Given that this problem can be formulated similarly to a language modeling task, I would say that the most appropriate architectures would be LSTM/GRU, 1D Convolutional networks, and the Transformer (or one of its variants). As we may benefit if our architecture can handle infinite context, then I would say that the choice is between LSTMs and TransformerXL. I think that word segmentation should not require very heavy processing, so I would go for an LSTM, which is very light at inference time.

As the characters are discrete, the first layer of the network would be an Embedding layer to encode the discrete characters as continuous vectors.
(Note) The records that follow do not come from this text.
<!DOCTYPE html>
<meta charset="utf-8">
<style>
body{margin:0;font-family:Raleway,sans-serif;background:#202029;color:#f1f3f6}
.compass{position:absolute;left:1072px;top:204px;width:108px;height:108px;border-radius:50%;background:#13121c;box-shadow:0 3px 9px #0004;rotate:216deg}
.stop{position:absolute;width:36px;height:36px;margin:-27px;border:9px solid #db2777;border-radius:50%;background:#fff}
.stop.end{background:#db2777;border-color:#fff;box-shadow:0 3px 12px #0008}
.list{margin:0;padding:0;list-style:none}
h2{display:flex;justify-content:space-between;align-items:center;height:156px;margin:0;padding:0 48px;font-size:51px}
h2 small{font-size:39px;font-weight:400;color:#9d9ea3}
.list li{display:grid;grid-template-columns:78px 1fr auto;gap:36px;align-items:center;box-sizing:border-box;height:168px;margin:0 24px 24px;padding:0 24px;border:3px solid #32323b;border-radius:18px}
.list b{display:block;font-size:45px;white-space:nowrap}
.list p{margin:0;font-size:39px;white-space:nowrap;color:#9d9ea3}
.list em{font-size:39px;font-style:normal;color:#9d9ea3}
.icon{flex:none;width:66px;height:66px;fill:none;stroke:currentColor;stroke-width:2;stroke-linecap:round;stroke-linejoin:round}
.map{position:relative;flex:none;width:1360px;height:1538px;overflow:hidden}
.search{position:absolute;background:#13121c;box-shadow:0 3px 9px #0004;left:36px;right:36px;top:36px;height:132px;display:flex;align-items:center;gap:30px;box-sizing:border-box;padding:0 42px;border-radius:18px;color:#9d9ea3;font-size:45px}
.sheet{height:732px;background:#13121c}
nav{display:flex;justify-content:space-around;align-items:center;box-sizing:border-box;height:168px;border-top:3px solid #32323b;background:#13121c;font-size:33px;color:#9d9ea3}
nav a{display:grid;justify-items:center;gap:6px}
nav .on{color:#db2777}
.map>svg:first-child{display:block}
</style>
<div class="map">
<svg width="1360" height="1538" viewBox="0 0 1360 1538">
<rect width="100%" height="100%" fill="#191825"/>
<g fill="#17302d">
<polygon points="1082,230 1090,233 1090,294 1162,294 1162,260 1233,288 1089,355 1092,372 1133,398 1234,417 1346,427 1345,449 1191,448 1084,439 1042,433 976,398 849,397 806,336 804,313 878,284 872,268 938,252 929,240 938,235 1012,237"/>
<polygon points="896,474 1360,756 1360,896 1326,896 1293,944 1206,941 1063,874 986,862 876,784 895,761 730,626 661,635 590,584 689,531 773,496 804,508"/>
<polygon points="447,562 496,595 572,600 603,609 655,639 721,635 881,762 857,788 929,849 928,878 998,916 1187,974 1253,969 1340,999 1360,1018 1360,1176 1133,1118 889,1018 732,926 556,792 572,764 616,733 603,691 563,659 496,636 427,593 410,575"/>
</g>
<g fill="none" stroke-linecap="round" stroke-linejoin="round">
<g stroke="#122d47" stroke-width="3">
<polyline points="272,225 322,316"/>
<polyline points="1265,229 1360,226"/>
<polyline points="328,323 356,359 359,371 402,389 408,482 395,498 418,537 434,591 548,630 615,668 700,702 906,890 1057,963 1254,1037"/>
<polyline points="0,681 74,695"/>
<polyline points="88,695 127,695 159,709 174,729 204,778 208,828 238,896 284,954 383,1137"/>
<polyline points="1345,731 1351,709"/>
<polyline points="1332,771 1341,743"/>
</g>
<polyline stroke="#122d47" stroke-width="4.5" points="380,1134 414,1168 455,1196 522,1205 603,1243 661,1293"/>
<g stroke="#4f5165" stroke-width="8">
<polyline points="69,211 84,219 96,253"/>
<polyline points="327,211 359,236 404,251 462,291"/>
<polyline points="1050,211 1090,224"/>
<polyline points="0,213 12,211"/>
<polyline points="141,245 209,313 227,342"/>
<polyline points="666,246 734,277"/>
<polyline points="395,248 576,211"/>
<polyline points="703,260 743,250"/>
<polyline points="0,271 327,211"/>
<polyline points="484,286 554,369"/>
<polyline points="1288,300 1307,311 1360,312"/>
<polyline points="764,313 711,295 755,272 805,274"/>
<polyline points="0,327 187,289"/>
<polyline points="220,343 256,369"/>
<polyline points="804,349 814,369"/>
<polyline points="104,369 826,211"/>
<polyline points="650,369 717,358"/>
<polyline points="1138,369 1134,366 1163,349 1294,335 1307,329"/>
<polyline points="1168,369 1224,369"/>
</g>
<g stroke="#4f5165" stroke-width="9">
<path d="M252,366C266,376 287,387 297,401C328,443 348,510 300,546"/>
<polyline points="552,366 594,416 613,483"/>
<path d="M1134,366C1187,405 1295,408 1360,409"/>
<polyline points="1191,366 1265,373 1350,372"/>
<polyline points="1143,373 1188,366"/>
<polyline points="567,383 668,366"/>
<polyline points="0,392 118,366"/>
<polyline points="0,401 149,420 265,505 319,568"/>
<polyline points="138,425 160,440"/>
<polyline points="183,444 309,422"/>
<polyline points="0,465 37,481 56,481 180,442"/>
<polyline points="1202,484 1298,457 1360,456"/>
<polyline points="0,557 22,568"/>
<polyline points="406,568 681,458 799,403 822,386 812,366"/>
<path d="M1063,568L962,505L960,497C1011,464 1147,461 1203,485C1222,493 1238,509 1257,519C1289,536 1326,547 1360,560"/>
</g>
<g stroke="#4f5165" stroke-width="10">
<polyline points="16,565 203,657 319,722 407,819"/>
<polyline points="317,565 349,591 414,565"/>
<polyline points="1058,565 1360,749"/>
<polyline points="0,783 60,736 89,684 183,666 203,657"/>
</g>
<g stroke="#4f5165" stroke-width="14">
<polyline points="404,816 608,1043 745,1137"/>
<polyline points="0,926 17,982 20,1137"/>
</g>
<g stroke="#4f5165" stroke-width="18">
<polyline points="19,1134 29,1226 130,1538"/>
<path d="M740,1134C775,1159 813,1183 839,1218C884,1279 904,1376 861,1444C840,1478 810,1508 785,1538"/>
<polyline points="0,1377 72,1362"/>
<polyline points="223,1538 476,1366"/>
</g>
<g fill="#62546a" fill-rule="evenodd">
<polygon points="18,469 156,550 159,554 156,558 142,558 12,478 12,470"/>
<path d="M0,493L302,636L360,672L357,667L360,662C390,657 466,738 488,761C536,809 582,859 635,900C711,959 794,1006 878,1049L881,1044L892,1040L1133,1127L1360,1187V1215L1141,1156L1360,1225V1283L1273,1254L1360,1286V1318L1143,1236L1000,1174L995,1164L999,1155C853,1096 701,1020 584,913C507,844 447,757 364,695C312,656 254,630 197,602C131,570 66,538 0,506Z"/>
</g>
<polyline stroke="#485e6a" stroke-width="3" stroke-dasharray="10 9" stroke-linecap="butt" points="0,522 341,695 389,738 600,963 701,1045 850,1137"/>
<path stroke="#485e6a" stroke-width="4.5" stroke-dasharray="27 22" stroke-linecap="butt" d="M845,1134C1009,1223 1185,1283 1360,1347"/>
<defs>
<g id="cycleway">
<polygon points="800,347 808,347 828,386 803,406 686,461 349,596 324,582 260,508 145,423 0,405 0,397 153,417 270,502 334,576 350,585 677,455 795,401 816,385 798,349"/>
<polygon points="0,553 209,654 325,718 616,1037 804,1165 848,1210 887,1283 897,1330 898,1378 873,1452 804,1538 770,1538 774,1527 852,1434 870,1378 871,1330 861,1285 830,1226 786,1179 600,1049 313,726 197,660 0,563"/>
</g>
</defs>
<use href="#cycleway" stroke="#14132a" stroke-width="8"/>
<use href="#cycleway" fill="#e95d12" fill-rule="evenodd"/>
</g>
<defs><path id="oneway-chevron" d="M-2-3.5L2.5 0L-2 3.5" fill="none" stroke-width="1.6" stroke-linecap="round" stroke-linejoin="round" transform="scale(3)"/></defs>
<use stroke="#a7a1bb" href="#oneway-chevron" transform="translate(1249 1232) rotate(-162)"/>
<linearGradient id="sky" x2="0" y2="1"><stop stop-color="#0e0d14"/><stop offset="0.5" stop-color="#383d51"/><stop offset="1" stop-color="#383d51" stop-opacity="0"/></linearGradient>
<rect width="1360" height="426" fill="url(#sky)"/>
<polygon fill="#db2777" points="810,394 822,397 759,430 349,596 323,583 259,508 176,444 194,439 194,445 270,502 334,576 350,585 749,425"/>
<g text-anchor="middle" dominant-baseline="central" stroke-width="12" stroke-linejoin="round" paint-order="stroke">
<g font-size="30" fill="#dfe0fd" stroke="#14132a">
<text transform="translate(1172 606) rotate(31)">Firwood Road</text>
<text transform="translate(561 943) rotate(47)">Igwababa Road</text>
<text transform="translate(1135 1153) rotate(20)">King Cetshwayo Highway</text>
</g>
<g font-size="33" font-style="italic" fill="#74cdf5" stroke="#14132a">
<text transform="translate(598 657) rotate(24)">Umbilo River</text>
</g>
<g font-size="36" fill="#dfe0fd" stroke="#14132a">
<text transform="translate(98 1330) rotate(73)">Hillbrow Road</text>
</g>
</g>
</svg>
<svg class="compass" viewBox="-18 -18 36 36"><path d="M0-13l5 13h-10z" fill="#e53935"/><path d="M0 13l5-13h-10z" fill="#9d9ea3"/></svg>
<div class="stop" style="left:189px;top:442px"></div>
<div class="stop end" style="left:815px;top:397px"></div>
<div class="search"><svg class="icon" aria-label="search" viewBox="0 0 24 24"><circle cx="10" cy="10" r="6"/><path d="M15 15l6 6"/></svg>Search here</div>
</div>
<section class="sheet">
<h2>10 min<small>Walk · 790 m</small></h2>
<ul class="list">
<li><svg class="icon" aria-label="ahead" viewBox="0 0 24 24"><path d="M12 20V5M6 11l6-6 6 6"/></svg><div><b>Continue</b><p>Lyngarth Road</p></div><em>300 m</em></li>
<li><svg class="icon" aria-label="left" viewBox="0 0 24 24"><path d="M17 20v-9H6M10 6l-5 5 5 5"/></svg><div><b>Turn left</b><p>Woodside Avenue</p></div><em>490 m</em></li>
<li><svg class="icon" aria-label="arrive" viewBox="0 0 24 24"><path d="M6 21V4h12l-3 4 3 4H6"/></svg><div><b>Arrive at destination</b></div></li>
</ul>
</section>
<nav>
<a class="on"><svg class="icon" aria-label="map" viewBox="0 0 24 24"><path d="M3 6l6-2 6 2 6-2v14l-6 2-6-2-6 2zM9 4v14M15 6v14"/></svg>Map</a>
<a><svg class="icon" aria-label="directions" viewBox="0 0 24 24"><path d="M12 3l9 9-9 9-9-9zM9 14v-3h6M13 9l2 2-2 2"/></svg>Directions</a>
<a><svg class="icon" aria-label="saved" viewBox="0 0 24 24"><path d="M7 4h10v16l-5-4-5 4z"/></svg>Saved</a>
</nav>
The size of these vectors is a hyperparameter whose value we should decide.

The output of the network could be a 1 at the character positions that start a word and 0 at the other positions.

How to feed the characters to the neural network

Given that we proposed to use a neural architecture that can handle infinite context, then we should support it also in the input data preparation, i.e. by using Truncated Back-Propagation Through Time (TBPTT) if we chose LSTMs, in the style of normal language models, where we prepare the minibatches so that we can take the last hidden state of a batch and use it for the initialization of the next one.